'''

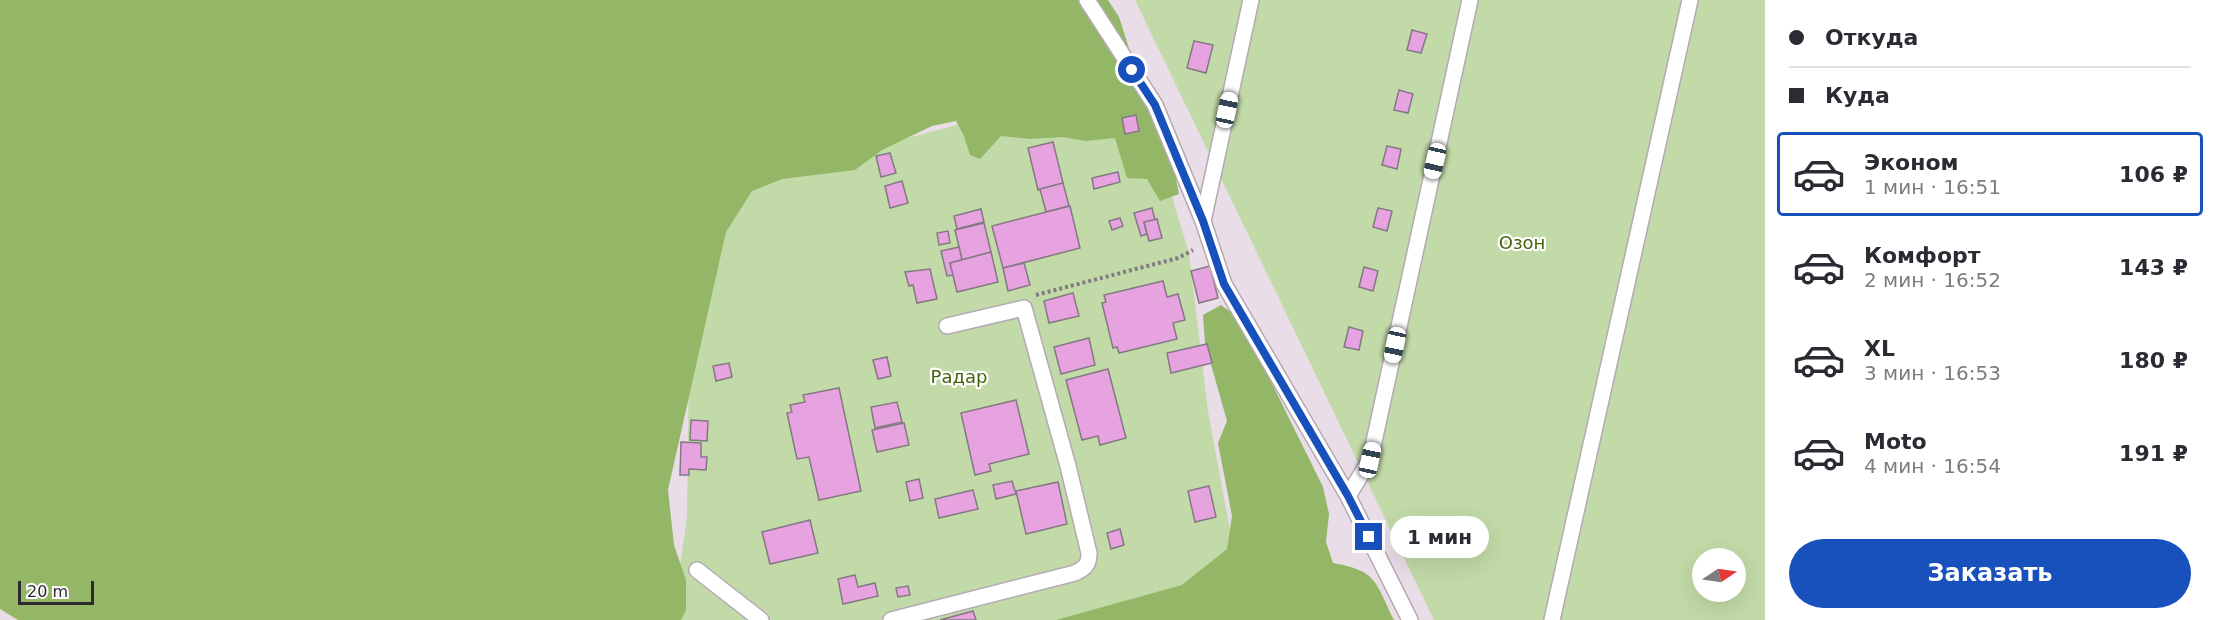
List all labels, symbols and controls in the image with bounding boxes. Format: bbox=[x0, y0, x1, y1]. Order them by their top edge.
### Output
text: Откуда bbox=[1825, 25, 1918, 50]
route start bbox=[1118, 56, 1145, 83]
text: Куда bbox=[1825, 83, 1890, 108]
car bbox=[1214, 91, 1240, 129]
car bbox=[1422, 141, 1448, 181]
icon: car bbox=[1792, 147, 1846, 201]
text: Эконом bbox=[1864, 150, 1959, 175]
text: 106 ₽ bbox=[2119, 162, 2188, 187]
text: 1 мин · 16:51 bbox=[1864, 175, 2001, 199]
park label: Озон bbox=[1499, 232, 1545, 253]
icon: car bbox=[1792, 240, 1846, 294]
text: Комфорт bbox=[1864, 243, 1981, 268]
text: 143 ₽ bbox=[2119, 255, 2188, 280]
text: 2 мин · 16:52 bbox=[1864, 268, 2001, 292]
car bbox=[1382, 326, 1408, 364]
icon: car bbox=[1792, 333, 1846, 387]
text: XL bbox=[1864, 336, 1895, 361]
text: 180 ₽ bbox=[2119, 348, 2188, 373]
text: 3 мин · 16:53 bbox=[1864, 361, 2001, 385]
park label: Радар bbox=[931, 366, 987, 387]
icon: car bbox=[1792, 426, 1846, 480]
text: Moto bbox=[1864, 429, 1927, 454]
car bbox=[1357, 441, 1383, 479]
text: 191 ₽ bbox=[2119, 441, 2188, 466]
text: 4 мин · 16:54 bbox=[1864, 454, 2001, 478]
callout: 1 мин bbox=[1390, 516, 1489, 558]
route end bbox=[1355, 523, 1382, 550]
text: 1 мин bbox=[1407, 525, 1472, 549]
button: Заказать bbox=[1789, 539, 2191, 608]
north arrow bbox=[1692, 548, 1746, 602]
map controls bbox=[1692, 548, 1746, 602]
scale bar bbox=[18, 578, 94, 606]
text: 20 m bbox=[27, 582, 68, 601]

'''
'''

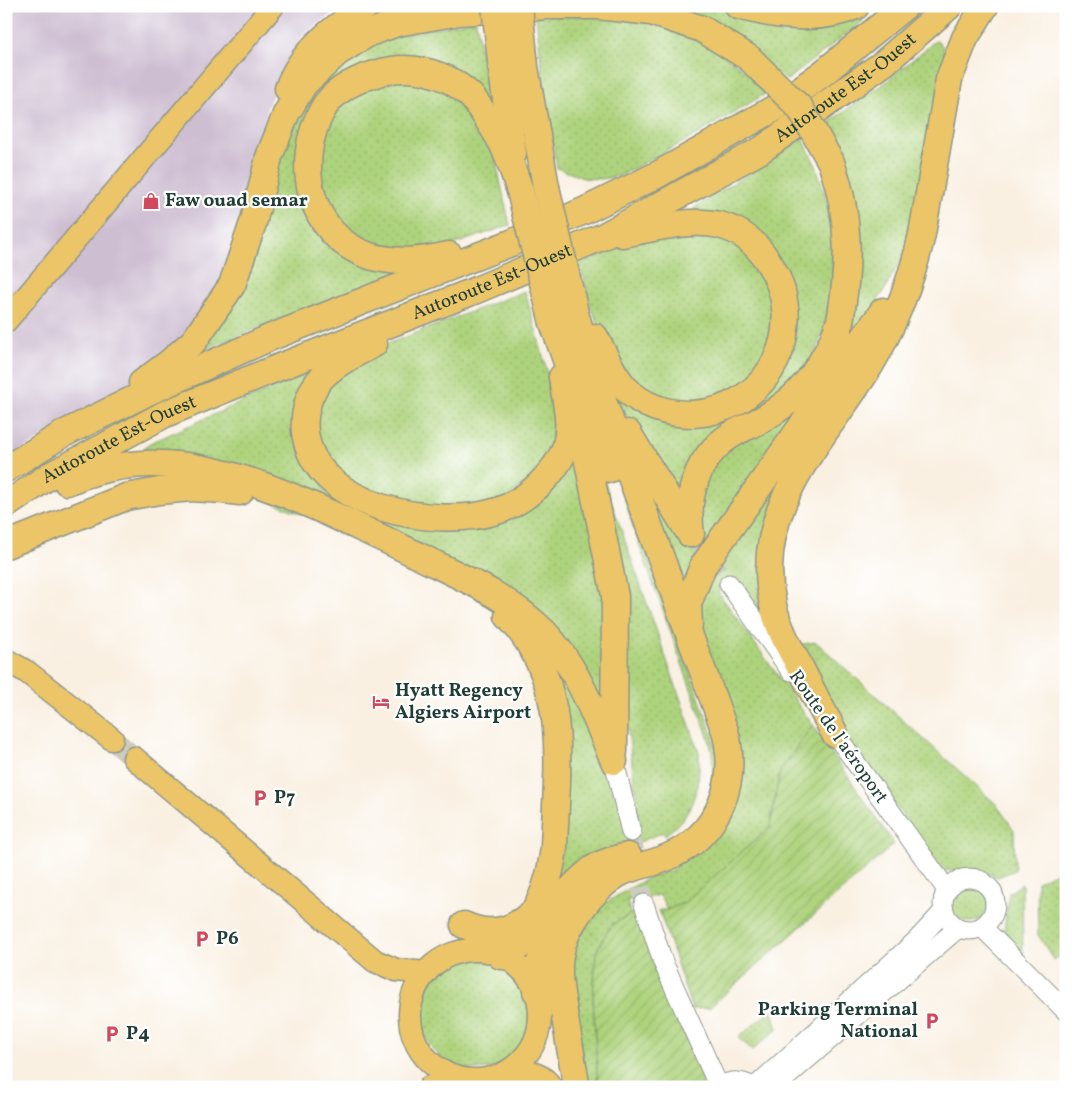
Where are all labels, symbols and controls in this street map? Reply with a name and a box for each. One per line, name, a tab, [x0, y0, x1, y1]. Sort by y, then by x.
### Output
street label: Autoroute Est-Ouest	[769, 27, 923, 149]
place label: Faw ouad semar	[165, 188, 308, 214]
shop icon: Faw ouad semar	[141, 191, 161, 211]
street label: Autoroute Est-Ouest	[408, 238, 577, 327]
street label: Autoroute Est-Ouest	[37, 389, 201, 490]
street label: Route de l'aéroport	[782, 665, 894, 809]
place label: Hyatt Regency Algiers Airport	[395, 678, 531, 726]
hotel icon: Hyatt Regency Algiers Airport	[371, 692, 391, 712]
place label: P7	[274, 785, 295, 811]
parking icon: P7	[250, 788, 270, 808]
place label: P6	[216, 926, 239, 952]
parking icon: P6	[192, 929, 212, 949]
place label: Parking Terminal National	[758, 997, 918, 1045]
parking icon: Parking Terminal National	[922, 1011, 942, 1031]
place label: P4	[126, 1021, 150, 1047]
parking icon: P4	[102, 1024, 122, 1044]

'''
'''

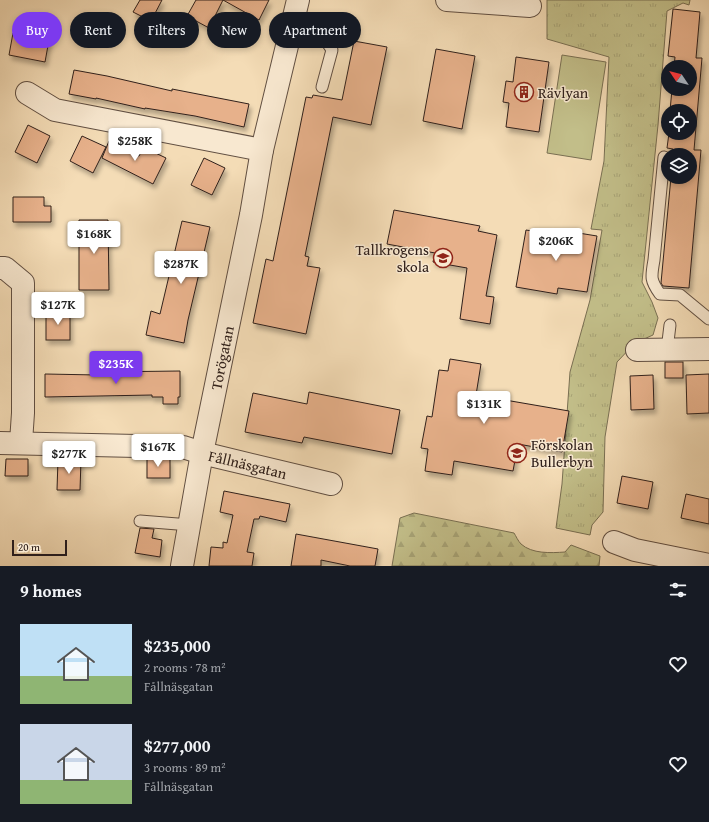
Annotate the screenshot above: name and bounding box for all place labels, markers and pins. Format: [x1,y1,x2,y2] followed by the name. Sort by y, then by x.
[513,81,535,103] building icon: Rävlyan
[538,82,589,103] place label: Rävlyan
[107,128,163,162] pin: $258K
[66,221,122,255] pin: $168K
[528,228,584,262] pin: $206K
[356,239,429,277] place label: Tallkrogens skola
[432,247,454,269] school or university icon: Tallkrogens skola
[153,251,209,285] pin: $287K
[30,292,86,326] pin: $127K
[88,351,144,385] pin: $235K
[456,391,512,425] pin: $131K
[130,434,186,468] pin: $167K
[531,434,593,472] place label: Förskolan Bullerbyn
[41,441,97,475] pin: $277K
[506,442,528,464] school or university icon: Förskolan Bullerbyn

'''

◆ Brief
In the lines above, find the word "symbols" and copy every line it occurs in.

◆ Solution to this task
List all labels, symbols and controls in the image with bounding boxes. Format: bbox=[x0, y0, x1, y1]. Order them by their top edge.
Where are all labels, symbols and controls in this street map? Reply with a name and a box for each. One per line, name, a tab, [x0, y0, x1, y1]. Sort by y, then by x.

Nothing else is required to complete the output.